■ Problem description
Please write out, exactly as given, every line of the entries below up to and including the line with "1px #1f3d34) drop-shadow(0".

■ Records
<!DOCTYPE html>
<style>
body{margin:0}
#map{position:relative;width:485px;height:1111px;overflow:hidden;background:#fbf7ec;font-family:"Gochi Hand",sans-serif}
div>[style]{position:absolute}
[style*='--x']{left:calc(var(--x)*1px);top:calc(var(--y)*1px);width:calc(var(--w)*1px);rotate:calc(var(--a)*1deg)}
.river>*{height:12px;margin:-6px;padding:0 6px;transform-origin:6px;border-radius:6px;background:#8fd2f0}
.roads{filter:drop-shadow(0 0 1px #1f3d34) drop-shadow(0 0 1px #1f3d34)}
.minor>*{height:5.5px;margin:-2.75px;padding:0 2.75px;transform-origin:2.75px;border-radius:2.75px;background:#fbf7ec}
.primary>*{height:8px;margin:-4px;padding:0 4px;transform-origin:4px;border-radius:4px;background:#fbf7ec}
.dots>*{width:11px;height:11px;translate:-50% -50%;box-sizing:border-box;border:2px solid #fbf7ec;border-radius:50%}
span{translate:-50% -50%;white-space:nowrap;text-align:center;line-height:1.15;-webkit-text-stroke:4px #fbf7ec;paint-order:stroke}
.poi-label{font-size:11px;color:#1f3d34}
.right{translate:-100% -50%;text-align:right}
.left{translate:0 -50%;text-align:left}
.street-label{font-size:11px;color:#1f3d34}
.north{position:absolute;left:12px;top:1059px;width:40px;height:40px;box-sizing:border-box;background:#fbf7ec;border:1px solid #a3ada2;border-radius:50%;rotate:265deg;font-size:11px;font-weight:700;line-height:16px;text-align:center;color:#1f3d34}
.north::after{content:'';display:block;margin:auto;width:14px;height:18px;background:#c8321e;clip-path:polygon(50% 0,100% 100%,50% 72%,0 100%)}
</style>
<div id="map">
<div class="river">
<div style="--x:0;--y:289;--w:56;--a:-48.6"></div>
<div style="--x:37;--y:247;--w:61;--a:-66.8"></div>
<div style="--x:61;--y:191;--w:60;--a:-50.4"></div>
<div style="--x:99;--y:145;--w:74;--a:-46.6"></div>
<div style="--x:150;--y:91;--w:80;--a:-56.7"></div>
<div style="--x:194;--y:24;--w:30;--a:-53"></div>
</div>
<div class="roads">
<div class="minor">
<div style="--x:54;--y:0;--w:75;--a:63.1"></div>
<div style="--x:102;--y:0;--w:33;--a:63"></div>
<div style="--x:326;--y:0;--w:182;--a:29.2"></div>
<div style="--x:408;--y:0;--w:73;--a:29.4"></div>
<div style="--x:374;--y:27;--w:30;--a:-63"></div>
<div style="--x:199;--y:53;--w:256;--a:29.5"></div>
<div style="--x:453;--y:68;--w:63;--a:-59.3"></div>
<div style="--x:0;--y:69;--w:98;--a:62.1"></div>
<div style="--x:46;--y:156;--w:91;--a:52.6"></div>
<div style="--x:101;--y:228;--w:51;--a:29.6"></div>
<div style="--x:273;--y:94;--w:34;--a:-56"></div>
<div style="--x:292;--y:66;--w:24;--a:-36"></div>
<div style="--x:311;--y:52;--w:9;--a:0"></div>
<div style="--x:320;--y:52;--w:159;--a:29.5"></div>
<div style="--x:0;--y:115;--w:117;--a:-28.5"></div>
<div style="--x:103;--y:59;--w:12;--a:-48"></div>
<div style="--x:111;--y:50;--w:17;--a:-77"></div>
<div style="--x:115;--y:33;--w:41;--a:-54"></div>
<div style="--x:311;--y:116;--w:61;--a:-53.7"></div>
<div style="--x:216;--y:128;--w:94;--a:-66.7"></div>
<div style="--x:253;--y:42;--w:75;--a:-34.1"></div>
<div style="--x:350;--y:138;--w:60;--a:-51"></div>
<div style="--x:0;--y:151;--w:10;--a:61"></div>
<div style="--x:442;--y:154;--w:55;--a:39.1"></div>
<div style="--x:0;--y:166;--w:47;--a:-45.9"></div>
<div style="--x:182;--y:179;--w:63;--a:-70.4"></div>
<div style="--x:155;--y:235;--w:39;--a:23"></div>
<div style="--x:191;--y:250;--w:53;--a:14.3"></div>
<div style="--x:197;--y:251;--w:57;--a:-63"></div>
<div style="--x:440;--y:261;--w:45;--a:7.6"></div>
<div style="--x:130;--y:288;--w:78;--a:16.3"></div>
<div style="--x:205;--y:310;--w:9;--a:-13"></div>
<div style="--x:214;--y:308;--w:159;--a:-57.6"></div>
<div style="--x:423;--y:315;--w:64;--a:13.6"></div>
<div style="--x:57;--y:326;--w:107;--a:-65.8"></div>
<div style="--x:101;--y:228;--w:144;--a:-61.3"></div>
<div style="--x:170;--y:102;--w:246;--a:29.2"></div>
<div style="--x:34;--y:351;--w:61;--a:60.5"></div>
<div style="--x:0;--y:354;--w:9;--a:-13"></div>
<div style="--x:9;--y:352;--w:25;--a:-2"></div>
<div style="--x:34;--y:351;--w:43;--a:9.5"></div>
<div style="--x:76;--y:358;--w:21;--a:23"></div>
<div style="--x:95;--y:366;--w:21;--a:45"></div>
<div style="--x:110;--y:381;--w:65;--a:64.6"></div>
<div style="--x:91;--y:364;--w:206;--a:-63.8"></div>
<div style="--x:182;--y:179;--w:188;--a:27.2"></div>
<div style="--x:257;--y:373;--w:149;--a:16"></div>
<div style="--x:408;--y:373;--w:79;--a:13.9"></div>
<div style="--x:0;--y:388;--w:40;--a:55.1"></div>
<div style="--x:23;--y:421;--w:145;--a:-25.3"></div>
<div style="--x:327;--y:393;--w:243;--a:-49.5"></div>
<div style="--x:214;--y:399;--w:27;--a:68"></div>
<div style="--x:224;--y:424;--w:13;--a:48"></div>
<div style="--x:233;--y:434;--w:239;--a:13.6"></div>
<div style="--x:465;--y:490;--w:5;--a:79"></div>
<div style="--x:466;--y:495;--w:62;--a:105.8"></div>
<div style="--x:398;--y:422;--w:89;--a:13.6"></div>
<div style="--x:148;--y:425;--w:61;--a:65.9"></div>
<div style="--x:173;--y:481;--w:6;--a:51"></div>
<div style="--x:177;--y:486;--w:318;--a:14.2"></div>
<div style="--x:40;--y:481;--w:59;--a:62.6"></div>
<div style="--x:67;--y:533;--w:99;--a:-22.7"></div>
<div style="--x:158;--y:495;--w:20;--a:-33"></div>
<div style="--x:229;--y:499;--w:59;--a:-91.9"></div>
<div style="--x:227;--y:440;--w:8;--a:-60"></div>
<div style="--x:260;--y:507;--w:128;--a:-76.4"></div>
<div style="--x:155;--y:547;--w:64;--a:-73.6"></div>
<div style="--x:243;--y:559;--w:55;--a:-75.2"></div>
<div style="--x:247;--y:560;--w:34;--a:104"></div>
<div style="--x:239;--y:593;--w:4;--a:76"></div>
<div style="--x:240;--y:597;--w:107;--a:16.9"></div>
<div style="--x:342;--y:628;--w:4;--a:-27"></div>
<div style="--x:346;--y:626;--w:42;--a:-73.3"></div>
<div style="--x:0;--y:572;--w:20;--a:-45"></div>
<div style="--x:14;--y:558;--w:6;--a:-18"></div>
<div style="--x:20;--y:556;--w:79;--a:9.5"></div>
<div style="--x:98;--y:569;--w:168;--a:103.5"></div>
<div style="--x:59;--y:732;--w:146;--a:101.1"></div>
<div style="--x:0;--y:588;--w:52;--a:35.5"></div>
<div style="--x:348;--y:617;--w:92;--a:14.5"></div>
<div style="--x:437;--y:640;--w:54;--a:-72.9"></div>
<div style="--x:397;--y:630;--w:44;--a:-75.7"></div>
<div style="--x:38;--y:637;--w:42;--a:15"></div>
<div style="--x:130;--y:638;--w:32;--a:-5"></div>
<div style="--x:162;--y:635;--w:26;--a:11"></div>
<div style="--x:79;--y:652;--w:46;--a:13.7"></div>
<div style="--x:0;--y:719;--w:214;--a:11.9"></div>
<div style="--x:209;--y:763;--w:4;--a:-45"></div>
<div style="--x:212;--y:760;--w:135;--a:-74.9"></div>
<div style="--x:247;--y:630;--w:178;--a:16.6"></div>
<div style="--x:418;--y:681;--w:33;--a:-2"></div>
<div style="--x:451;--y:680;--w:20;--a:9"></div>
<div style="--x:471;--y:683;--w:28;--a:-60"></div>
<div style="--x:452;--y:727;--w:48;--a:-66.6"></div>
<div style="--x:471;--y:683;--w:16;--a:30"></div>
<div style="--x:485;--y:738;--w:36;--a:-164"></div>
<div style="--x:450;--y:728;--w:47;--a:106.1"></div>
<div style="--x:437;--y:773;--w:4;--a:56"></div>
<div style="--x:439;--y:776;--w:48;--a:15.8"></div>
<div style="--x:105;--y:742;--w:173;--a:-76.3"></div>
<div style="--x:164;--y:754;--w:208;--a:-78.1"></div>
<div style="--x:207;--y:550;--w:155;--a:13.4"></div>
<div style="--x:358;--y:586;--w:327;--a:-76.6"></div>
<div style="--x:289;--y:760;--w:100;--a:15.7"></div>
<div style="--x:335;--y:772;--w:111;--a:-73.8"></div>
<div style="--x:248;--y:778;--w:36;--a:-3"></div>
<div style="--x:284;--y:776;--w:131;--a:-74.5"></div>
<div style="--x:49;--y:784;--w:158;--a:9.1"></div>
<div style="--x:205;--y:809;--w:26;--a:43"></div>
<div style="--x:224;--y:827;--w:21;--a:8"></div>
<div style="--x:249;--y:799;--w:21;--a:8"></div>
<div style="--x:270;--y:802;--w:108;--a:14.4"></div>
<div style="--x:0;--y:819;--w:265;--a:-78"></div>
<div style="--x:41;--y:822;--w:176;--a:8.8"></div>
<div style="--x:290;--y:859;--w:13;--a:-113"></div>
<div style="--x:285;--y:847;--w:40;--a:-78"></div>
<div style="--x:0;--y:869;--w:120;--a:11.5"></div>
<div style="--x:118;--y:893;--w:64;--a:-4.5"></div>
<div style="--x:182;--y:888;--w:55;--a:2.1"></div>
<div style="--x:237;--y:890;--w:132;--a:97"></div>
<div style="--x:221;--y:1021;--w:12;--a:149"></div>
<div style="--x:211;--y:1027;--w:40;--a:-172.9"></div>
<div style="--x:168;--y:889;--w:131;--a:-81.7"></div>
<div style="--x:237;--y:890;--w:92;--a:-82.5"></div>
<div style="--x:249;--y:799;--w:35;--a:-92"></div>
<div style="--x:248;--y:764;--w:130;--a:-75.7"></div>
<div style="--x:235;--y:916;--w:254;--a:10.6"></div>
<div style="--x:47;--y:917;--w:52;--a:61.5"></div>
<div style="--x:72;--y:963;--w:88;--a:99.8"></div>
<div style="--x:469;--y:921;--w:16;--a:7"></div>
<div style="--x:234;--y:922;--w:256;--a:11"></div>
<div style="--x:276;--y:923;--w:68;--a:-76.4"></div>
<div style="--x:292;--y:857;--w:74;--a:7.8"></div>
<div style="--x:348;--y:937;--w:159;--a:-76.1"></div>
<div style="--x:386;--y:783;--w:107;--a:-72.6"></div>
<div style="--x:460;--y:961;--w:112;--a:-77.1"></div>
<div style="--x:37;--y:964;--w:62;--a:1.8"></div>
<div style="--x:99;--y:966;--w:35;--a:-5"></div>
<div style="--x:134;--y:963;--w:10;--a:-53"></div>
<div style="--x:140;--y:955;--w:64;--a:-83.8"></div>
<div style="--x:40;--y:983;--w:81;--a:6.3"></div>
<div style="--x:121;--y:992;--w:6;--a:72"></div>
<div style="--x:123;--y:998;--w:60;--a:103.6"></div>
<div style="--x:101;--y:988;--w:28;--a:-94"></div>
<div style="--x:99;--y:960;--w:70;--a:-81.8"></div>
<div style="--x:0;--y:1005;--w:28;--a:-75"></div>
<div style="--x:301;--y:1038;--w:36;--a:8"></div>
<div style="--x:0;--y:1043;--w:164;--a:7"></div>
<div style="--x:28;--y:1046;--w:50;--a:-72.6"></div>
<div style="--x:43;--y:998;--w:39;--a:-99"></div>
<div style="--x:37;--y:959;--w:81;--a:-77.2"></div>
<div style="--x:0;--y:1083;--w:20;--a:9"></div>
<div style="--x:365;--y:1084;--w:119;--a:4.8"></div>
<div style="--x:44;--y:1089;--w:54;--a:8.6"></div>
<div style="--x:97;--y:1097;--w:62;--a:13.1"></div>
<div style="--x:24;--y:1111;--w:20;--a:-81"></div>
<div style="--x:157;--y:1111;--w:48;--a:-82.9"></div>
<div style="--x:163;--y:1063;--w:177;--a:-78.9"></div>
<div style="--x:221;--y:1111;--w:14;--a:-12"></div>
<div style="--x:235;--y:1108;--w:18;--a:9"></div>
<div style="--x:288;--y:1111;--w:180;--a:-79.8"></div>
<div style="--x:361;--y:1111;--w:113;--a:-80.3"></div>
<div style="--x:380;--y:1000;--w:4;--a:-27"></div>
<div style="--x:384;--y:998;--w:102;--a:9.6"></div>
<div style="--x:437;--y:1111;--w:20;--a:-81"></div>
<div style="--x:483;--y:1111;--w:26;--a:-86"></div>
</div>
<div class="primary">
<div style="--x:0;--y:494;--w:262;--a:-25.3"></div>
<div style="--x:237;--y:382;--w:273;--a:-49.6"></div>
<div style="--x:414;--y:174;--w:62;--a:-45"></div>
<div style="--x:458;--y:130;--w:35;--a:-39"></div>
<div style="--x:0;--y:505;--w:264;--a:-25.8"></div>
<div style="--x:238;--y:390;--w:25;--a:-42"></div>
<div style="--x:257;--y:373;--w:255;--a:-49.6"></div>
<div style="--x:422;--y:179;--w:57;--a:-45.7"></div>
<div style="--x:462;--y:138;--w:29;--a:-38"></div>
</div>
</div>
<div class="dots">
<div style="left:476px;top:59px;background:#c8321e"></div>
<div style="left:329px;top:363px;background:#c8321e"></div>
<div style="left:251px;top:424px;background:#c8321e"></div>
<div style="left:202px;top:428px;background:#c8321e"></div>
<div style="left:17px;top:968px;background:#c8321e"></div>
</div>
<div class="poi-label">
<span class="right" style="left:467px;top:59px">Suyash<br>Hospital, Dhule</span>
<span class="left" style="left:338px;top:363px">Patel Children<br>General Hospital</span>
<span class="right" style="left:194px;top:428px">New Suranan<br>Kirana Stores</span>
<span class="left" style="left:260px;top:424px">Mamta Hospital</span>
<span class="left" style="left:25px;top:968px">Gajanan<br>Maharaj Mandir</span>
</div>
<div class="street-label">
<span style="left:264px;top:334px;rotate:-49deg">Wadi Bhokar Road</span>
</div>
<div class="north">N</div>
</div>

■ Answer to the exercise
<!DOCTYPE html>
<style>
body{margin:0}
#map{position:relative;width:485px;height:1111px;overflow:hidden;background:#fbf7ec;font-family:"Gochi Hand",sans-serif}
div>[style]{position:absolute}
[style*='--x']{left:calc(var(--x)*1px);top:calc(var(--y)*1px);width:calc(var(--w)*1px);rotate:calc(var(--a)*1deg)}
.river>*{height:12px;margin:-6px;padding:0 6px;transform-origin:6px;border-radius:6px;background:#8fd2f0}
.roads{filter:drop-shadow(0 0 1px #1f3d34) drop-shadow(0 0 1px #1f3d34)}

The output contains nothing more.